- _What you are asked to do_
The expected output is exactly the lines below, starting at the line with "Instruction: Extract the" and ending at the line with "Quick job: Convert", both included; no other line belongs in it.

- _Extracted data_
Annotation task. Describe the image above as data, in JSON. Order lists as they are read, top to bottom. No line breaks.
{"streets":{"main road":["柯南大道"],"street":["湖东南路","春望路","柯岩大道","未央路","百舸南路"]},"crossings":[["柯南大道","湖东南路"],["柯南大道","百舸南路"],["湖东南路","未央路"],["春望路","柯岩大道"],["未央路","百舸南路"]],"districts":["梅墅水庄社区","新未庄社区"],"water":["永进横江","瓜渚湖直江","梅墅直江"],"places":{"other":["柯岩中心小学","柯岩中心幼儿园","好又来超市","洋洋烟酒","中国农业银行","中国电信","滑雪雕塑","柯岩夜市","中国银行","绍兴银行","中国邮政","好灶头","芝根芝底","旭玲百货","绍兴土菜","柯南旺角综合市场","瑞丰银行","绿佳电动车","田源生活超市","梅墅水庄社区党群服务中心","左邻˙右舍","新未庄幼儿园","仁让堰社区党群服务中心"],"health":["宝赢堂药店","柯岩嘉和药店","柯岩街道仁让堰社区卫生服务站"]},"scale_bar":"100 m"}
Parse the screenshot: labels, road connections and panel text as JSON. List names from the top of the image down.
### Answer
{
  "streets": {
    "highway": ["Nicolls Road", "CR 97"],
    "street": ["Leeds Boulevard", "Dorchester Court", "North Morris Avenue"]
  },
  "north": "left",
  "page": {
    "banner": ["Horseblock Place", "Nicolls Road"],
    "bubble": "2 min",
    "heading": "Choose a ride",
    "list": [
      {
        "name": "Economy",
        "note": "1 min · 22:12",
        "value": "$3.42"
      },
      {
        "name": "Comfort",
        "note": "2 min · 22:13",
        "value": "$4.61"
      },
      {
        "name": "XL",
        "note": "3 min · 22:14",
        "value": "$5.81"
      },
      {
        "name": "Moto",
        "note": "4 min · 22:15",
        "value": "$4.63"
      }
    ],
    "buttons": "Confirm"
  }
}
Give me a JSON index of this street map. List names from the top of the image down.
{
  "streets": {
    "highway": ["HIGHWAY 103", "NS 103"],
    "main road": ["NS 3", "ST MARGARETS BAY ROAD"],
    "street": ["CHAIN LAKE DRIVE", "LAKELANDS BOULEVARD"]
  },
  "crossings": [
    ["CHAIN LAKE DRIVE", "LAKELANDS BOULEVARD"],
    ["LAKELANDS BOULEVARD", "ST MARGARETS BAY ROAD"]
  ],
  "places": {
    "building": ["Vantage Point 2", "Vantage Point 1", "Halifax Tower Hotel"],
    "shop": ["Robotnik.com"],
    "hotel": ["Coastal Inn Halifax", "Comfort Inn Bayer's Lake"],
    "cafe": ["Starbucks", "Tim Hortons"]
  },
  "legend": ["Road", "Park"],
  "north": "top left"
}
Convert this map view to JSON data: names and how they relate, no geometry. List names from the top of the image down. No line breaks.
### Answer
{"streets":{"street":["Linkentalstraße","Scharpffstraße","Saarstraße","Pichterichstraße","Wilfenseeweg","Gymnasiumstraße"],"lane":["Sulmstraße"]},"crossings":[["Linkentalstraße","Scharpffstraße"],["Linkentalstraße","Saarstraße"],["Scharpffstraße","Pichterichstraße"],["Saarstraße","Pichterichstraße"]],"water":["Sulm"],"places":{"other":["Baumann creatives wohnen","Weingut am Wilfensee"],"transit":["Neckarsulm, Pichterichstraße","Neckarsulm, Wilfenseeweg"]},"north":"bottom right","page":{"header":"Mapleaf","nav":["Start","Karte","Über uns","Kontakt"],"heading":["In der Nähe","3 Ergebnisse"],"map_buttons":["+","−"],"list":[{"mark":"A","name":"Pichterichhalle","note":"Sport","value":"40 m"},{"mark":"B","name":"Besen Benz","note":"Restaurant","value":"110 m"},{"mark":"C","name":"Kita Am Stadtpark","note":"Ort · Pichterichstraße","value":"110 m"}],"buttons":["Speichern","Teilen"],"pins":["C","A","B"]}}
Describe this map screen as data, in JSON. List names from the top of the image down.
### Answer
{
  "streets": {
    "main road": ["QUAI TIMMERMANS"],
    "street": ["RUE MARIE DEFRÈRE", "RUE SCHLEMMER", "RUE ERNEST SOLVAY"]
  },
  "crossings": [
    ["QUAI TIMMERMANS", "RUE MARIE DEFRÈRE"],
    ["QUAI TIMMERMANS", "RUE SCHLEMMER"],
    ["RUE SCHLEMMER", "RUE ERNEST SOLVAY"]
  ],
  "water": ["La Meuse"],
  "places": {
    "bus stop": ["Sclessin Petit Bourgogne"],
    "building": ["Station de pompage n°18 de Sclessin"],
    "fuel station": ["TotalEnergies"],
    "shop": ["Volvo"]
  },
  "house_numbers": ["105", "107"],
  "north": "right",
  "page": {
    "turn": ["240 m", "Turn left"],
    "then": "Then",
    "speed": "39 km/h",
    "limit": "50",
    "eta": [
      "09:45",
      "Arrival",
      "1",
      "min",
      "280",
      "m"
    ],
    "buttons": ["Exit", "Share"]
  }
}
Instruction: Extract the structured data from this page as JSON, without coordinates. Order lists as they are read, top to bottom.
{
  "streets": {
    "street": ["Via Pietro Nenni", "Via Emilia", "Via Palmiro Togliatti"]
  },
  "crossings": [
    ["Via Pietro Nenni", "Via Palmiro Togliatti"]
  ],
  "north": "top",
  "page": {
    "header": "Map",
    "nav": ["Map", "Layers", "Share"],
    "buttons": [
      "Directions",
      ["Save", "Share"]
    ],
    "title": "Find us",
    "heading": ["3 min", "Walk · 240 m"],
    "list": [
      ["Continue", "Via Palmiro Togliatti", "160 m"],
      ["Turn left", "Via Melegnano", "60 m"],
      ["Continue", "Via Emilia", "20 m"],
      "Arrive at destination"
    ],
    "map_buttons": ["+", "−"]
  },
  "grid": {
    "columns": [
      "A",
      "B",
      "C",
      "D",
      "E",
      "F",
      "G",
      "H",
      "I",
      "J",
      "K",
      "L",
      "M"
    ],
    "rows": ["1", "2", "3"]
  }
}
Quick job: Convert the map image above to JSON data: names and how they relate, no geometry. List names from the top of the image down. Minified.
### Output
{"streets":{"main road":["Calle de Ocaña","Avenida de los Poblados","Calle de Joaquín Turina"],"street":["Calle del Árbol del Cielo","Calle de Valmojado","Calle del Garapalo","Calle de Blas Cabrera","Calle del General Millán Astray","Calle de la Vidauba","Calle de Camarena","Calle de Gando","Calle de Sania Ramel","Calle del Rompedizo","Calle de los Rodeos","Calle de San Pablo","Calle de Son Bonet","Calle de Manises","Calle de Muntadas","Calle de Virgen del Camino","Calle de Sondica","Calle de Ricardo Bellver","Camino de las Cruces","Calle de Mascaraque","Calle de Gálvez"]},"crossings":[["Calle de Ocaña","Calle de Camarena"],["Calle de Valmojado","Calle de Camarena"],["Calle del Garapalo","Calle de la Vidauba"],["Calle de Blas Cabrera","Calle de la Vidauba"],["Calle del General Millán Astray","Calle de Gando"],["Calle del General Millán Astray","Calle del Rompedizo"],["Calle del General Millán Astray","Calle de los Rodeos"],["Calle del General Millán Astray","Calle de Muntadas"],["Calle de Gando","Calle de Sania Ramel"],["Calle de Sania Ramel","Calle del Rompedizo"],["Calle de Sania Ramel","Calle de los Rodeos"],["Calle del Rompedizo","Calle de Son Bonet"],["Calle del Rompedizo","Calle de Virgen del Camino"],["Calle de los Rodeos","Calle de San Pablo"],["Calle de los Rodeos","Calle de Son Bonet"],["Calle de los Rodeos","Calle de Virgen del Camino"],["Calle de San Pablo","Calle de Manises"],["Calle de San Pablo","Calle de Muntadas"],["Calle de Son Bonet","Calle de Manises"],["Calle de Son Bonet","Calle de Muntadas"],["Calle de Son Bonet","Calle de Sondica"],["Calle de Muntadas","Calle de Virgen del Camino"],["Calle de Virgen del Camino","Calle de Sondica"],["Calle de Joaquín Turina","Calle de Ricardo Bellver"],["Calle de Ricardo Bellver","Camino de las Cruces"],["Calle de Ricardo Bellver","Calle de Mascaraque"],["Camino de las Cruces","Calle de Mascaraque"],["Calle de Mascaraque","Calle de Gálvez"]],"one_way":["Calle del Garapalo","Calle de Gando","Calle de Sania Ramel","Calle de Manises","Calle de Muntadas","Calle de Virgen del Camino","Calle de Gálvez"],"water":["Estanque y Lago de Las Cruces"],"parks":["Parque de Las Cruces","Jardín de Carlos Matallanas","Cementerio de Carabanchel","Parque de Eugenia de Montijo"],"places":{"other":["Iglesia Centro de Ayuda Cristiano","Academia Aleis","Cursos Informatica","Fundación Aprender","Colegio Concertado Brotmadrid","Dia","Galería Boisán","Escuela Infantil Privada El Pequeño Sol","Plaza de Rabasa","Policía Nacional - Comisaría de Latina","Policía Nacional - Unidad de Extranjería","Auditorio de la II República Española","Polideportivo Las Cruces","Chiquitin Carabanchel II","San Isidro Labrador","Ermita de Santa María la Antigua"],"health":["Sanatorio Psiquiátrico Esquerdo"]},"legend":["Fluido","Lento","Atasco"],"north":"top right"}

- _Completed task_
Instruction: Extract the structured data from this page as JSON, without coordinates. Order lists as they are read, top to bottom.
{
  "streets": {
    "street": ["Via Pietro Nenni", "Via Emilia", "Via Palmiro Togliatti"]
  },
  "crossings": [
    ["Via Pietro Nenni", "Via Palmiro Togliatti"]
  ],
  "north": "top",
  "page": {
    "header": "Map",
    "nav": ["Map", "Layers", "Share"],
    "buttons": [
      "Directions",
      ["Save", "Share"]
    ],
    "title": "Find us",
    "heading": ["3 min", "Walk · 240 m"],
    "list": [
      ["Continue", "Via Palmiro Togliatti", "160 m"],
      ["Turn left", "Via Melegnano", "60 m"],
      ["Continue", "Via Emilia", "20 m"],
      "Arrive at destination"
    ],
    "map_buttons": ["+", "−"]
  },
  "grid": {
    "columns": [
      "A",
      "B",
      "C",
      "D",
      "E",
      "F",
      "G",
      "H",
      "I",
      "J",
      "K",
      "L",
      "M"
    ],
    "rows": ["1", "2", "3"]
  }
}
Quick job: Convert the map image above to JSON data: names and how they relate, no geometry. List names from the top of the image down. Minified.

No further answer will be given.